Content starts

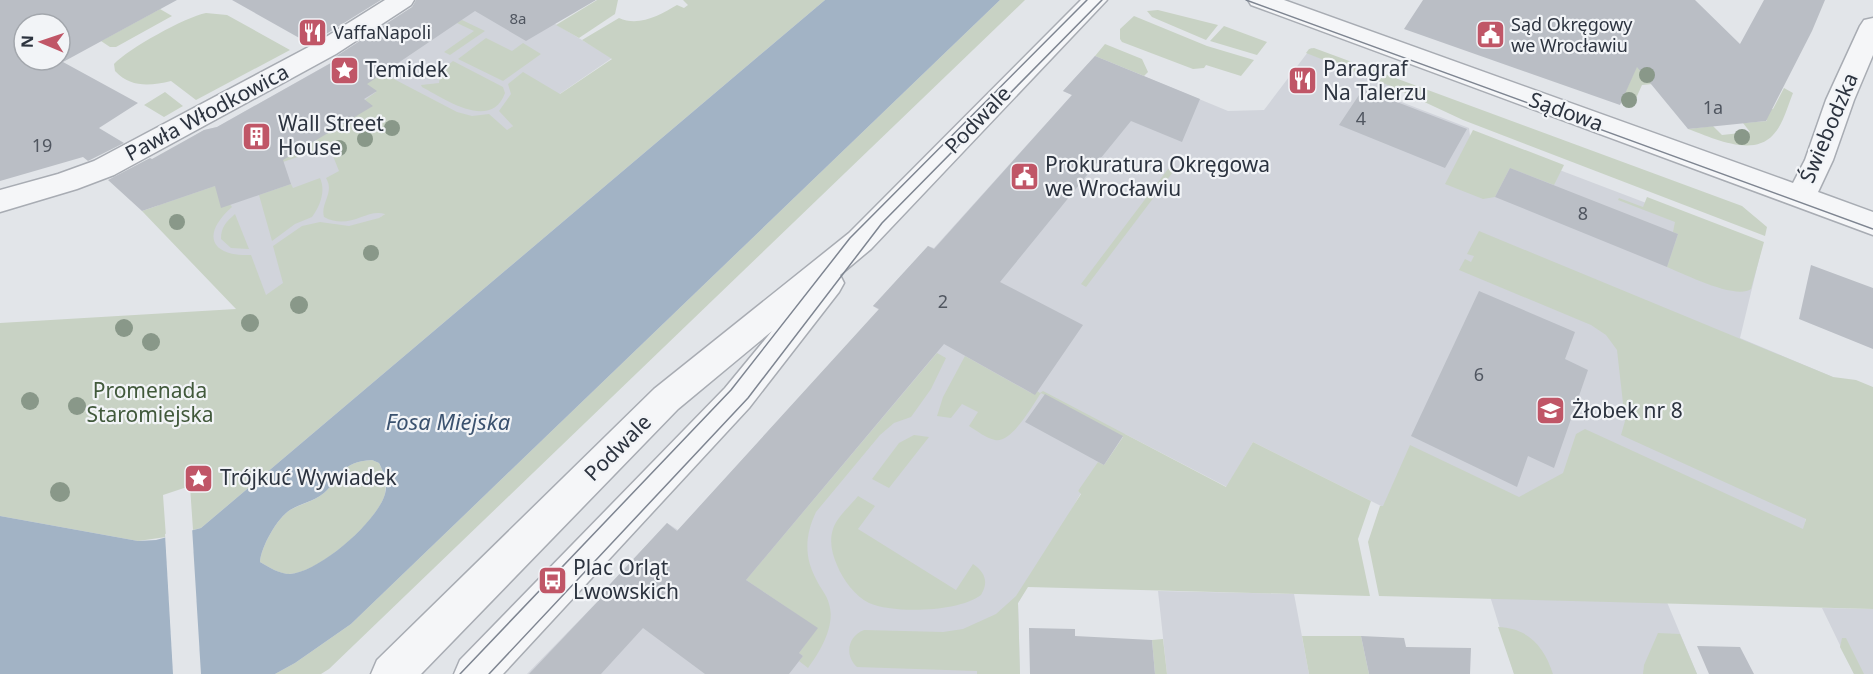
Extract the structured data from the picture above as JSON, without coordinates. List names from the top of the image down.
{
  "streets": {
    "street": [
      "Sądowa",
      "Pawła Włodkowica",
      "Podwale",
      "Świebodzka"
    ]
  },
  "crossings": [
    ["Sądowa", "Świebodzka"]
  ],
  "water": ["Fosa Miejska"],
  "parks": ["Promenada Staromiejska"],
  "places": {
    "restaurant": ["VaffaNapoli", "Paragraf Na Talerzu"],
    "public building": ["Sąd Okręgowy we Wrocławiu", "Prokuratura Okręgowa we Wrocławiu"],
    "place": ["Temidek", "Trójkuć Wywiadek"],
    "building": ["Wall Street House"],
    "school or university": ["Żłobek nr 8"],
    "bus stop": ["Plac Orląt Lwowskich"]
  },
  "house_numbers": [
    "8a",
    "1a",
    "4",
    "19",
    "8",
    "2",
    "6"
  ],
  "north": "left"
}
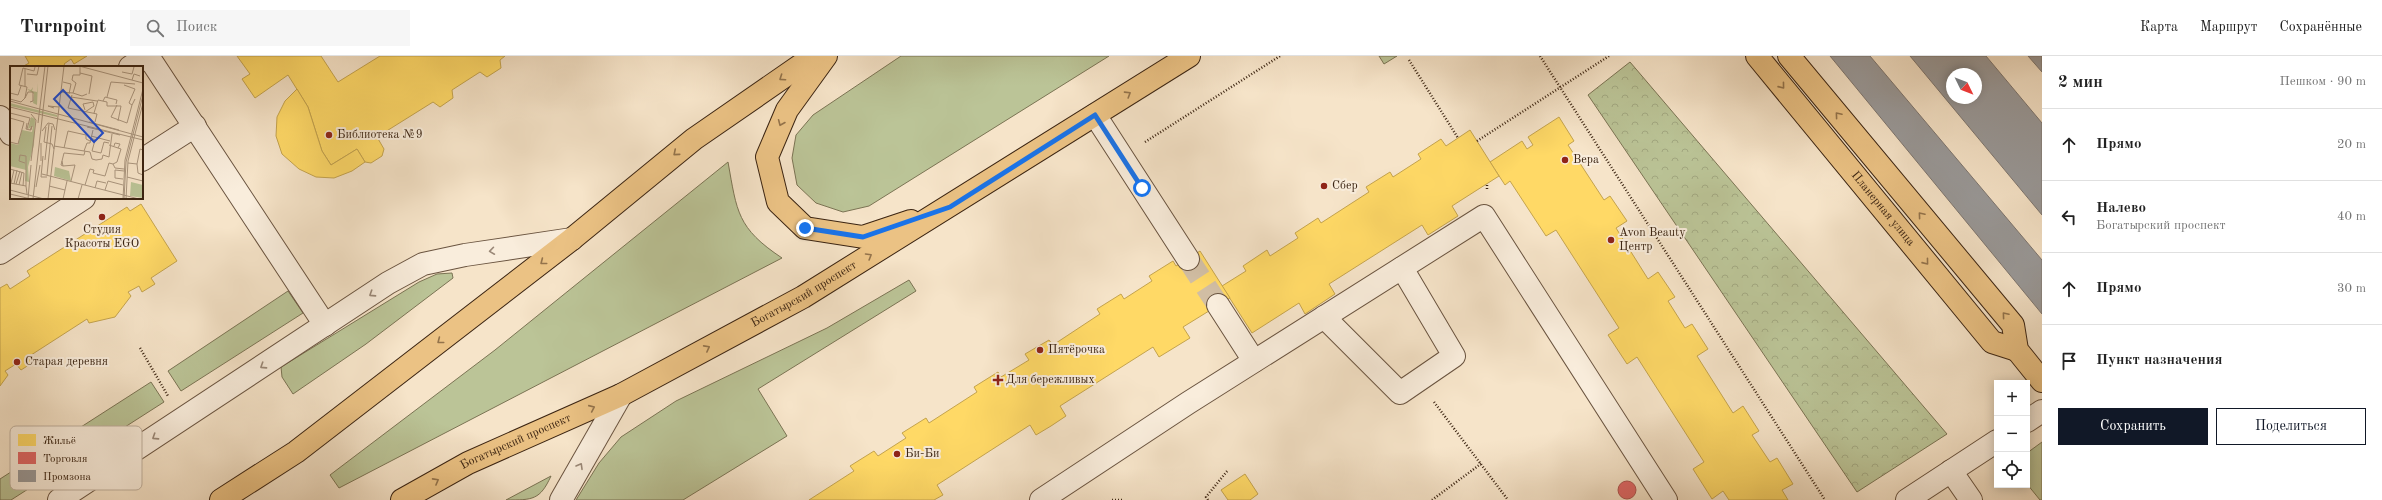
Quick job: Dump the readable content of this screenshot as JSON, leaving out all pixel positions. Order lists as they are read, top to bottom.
{
  "streets": {
    "main road": ["Планерная улица", "Богатырский проспект"]
  },
  "places": {
    "other": [
      "Библиотека №9",
      "Вера",
      "Сбер",
      "Студия Красоты EGO",
      "Avon Beauty Центр",
      "Пятёрочка",
      "Старая деревня",
      "Би-Би"
    ],
    "health": ["Для бережливых"]
  },
  "legend": ["Жильё", "Торговля", "Промзона"],
  "north": "bottom right",
  "page": {
    "header": "Turnpoint",
    "search": "Поиск",
    "nav": ["Карта", "Маршрут", "Сохранённые"],
    "heading": ["2 мин", "Пешком · 90 m"],
    "list": [
      ["Прямо", "20 m"],
      ["Налево", "Богатырский проспект", "40 m"],
      ["Прямо", "30 m"],
      "Пункт назначения"
    ],
    "map_buttons": ["+", "−"],
    "buttons": ["Сохранить", "Поделиться"]
  }
}
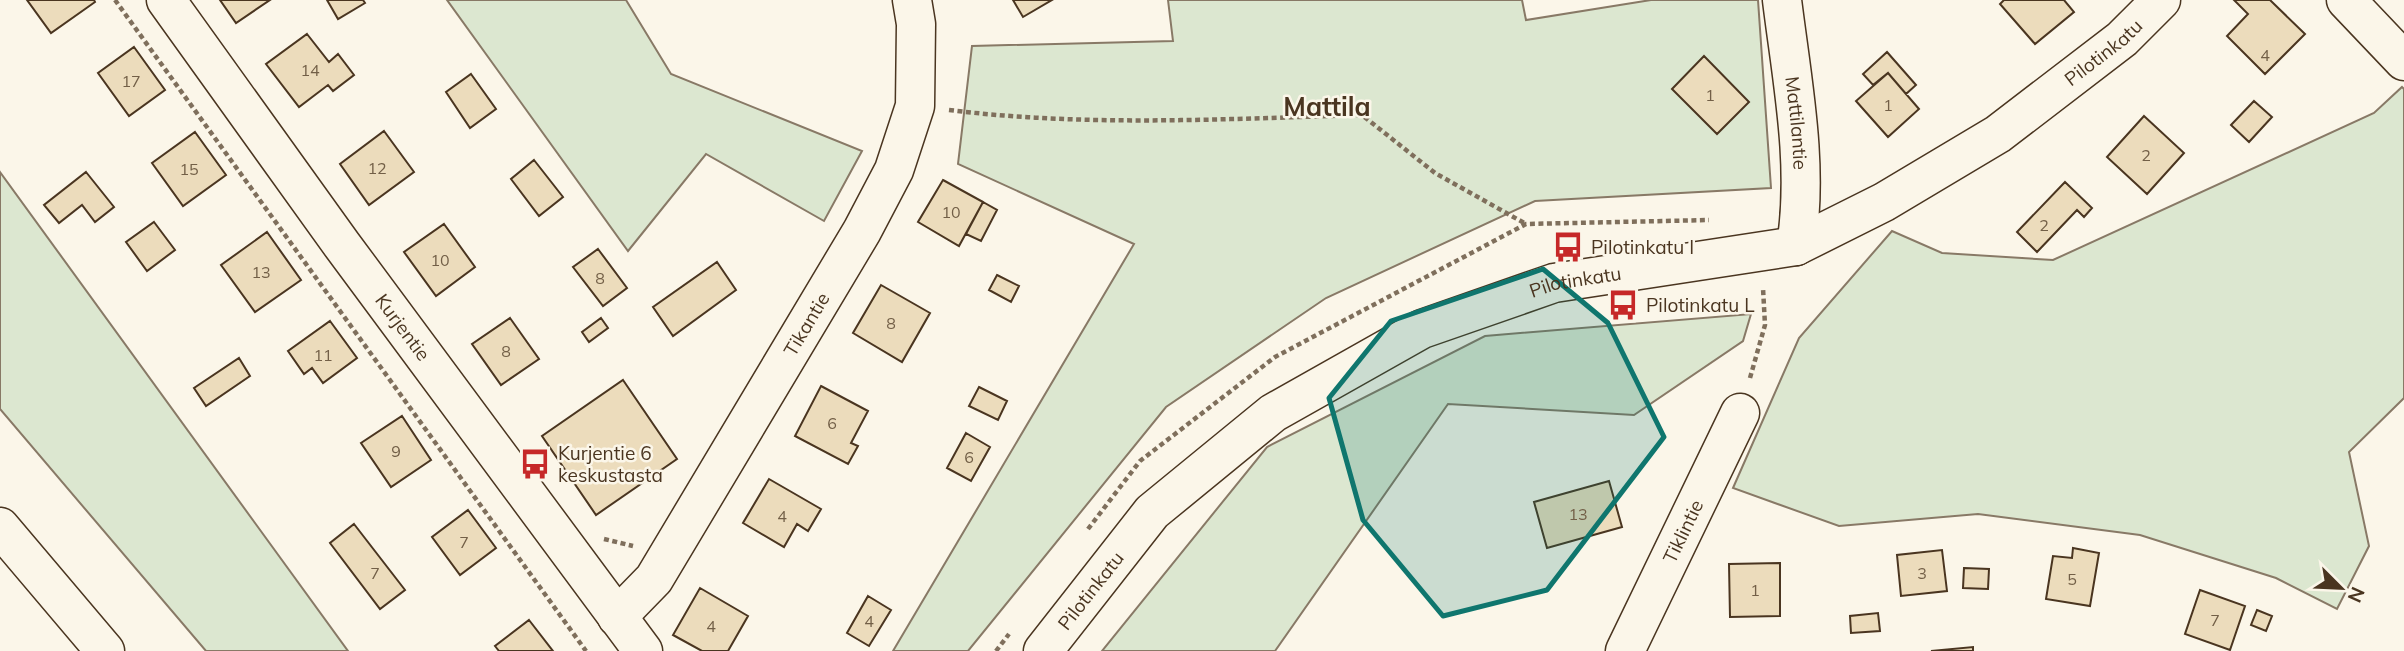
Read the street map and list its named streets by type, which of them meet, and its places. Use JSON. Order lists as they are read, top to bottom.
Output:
{
  "streets": {
    "street": [
      "Pilotinkatu",
      "Mattilantie",
      "Tikantie",
      "Kurjentie",
      "Tiklintie"
    ]
  },
  "crossings": [
    ["Pilotinkatu", "Mattilantie"],
    ["Tikantie", "Kurjentie"]
  ],
  "districts": ["Mattila"],
  "places": {
    "bus stop": ["Pilotinkatu I", "Pilotinkatu L", "Kurjentie 6 keskustasta"]
  },
  "house_numbers": [
    "4",
    "14",
    "17",
    "1",
    "1",
    "2",
    "12",
    "15",
    "10",
    "2",
    "10",
    "13",
    "8",
    "8",
    "8",
    "11",
    "6",
    "9",
    "6",
    "13",
    "4",
    "7",
    "7",
    "3",
    "5",
    "1",
    "7",
    "4",
    "4"
  ],
  "north": "bottom right"
}
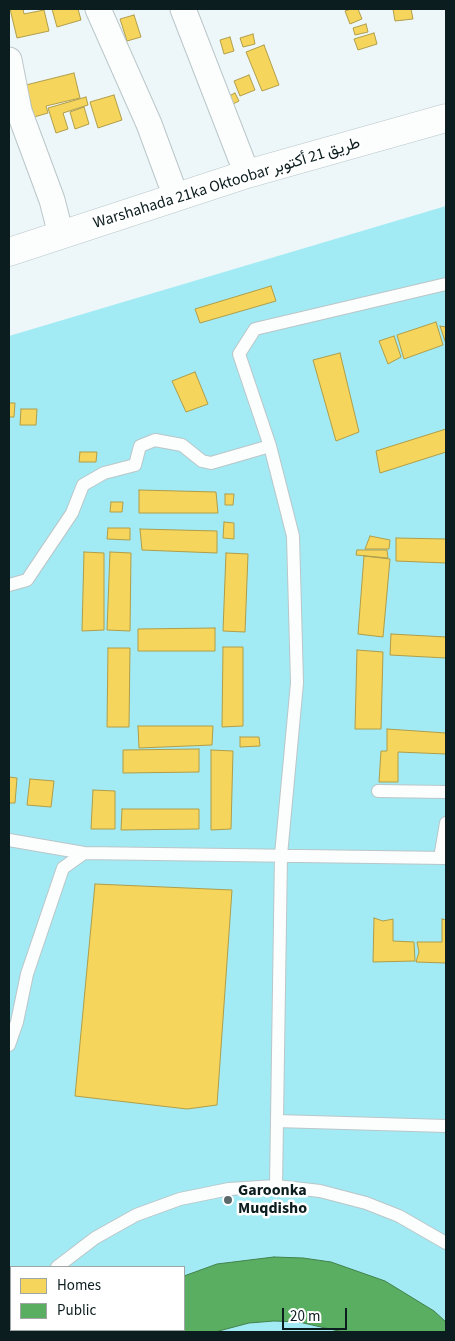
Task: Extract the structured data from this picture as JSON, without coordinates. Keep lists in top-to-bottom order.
{
  "streets": {
    "main road": ["Warshahada 21ka Oktoobar طريق 21 أكتوبر"]
  },
  "places": ["Garoonka Muqdisho"],
  "legend": ["Homes", "Public"],
  "scale_bar": "20 m"
}
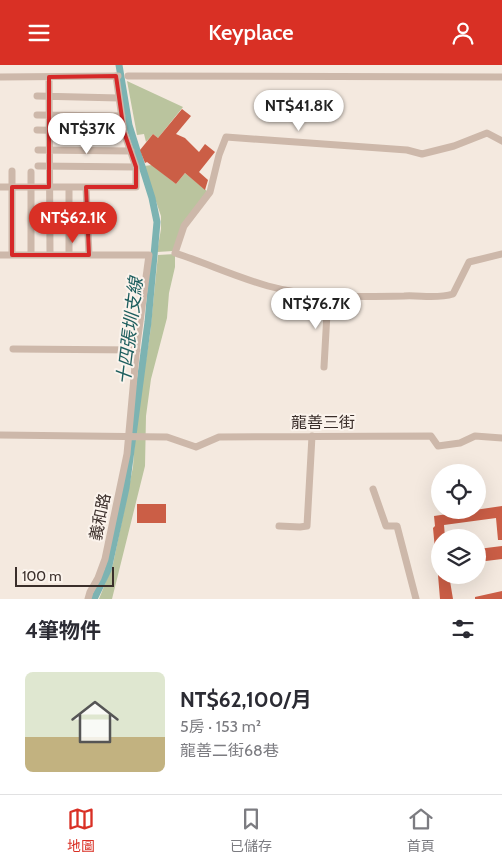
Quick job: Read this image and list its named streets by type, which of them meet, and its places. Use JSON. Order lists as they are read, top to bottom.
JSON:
{
  "streets": {
    "street": ["龍善三街", "義和路"]
  },
  "crossings": [
    ["龍善三街", "義和路"]
  ],
  "water": ["十四張圳支線"],
  "scale_bar": "100 m",
  "page": {
    "header": "Keyplace",
    "price": [
      "NT$41.8K",
      "NT$37K",
      "NT$62.1K",
      "NT$76.7K"
    ],
    "scale": "100 m",
    "heading": "4筆物件",
    "list": [
      {
        "name": "NT$62,100/月",
        "note": "5房 · 153 m² · 龍善二街68巷"
      }
    ],
    "tabs": ["地圖", "已儲存", "首頁"]
  }
}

Content ends

Task details: Search the entries for the word "them" and copy every line that holds it.

Exercise solution:
Read the street map and list its named streets by type, which of them meet, and its places. Use JSON. Order lists as they are read, top to bottom.
Quick job: Read this image and list its named streets by type, which of them meet, and its places. Use JSON. Order lists as they are read, top to bottom.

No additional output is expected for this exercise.